Molti non conoscono nemmeno le nozioni di base, anche perché solo un 20% si sente a proprio agio a parlare di sesso in famiglia, mentre il 45% non ha mai neanche parlato di contraccezione, né di malattie sessualmente trasmissibili con uno dei genitori. Un adolescente su dieci crede che il coito interrotto protegga da malattie, mentre un ragazzo e una ragazza su cinque crede che la pillola anticoncezionale difenda dalle infezioni.

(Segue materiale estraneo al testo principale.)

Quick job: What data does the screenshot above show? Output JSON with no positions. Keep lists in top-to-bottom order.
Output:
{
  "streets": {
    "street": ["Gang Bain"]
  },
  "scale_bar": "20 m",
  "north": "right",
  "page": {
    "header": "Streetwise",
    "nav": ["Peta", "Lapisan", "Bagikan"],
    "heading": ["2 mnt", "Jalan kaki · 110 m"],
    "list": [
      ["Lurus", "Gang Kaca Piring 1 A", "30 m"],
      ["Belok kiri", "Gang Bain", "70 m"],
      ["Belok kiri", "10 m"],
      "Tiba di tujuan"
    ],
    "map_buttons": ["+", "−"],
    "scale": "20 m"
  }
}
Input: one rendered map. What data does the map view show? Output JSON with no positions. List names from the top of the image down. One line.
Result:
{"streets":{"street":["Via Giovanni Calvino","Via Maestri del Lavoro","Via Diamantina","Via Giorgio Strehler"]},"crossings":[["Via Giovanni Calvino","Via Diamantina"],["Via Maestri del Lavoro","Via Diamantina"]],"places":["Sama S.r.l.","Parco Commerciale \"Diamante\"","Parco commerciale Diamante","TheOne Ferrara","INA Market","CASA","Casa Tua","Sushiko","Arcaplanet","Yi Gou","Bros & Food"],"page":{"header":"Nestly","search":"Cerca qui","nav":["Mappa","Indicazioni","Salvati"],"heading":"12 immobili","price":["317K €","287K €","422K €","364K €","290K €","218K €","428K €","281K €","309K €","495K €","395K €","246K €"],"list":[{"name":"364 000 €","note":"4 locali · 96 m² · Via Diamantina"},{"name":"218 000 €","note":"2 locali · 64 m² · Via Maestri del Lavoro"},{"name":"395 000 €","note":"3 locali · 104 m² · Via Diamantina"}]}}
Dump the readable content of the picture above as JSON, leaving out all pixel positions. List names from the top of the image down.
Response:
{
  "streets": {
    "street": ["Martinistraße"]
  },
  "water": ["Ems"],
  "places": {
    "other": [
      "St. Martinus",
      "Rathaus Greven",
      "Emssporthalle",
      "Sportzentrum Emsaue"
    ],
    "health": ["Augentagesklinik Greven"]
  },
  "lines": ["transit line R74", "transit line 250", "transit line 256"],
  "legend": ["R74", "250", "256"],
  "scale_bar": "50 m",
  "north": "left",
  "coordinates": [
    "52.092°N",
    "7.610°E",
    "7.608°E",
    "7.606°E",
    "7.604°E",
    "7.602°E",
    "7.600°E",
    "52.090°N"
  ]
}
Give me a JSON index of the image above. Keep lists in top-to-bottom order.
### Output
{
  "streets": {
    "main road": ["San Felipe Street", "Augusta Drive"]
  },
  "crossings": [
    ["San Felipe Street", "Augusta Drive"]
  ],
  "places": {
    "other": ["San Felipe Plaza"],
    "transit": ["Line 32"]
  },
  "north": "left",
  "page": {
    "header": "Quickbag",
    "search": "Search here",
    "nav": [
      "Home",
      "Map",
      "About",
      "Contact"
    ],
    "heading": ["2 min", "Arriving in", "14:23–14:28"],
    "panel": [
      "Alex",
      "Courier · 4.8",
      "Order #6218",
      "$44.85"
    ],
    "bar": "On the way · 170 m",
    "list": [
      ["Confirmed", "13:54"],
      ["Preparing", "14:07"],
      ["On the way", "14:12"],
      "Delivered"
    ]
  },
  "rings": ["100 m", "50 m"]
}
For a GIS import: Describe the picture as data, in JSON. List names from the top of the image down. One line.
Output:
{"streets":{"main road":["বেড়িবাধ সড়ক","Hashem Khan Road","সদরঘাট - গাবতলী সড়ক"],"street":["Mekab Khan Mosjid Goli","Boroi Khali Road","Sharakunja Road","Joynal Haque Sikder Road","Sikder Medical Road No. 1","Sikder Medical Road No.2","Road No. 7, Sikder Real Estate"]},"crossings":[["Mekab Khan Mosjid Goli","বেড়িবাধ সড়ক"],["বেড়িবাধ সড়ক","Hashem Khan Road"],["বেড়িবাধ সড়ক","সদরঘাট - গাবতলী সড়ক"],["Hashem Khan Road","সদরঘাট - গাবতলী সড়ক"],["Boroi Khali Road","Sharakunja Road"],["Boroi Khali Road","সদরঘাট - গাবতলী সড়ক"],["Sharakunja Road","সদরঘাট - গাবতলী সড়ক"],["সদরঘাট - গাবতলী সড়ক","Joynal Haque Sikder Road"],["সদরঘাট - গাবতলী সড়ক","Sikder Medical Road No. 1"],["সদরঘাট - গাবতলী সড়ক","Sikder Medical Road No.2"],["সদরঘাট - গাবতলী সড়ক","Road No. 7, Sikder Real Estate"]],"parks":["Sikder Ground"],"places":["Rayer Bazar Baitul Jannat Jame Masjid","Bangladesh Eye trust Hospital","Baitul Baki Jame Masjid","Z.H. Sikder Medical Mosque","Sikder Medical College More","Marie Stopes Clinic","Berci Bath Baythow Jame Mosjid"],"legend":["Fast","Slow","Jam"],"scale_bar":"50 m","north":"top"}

Sembra incredibile che in una società dove i genitori competono per mantenersi giovani, dove invecchiare sembra bandito, dove tra figli e genitori spesso c’è un rapporto più simile ad amici, il sesso sia ancora uno spauracchio che ci fa tornare piccoli, senza parole, disarmati. E i nostri figli che crescono, avviluppati in un cambiamento enorme, presi in contropiede tra peli che spuntano e protuberanze sempre più marcate, rappresentano uno specchio nel quale noi, per primi, non sappiamo da che angolo guardare.

Parlare di sesso ci forza a vederli in un altro modo, di considerarli per la prima volta al nostro pari, adulti con una propria coscienza, che sulle nostre parole (o i nostri silenzi, mille volte più comodi) poseranno le loro fondamenta. È una responsabilità che forza a mettere in discussione anche la propria vita sessuale forse non più così soddisfacente o vissuta passivamente per colpa di un retaggio famigliare e sociale, in cui il sesso era funzionale alla procreazione e poco più.

C’è poi la grande assente, la scuola. L’educazione sessuale, obbligatoria in Germania e Danimarca (ma anche in altri Paesi europei) rispettivamente nel 1968 e 1970, in Italia è trattata poco e male. Si predilige, anche nei gradi secondari, l’insegnamento della religione cattolica piuttosto che fornire notizie indispensabili alla salute degli adolescenti. E quando le lezioni ci sono, il più delle volte vengono tenute da docenti improbabili o affrontando l’argomento con un approccio di stampo moralistico.

Non è facile, così come non lo è stato crescerli fino a qui. Solo perché ci sembrano grandi e ormai autonomi non vuol dire che non abbiano più bisogno di noi. È il momento di andare oltre le proprie barriere mentali, altrimenti tanto vale lavarsene le mani e delegare tutto a Pornhub.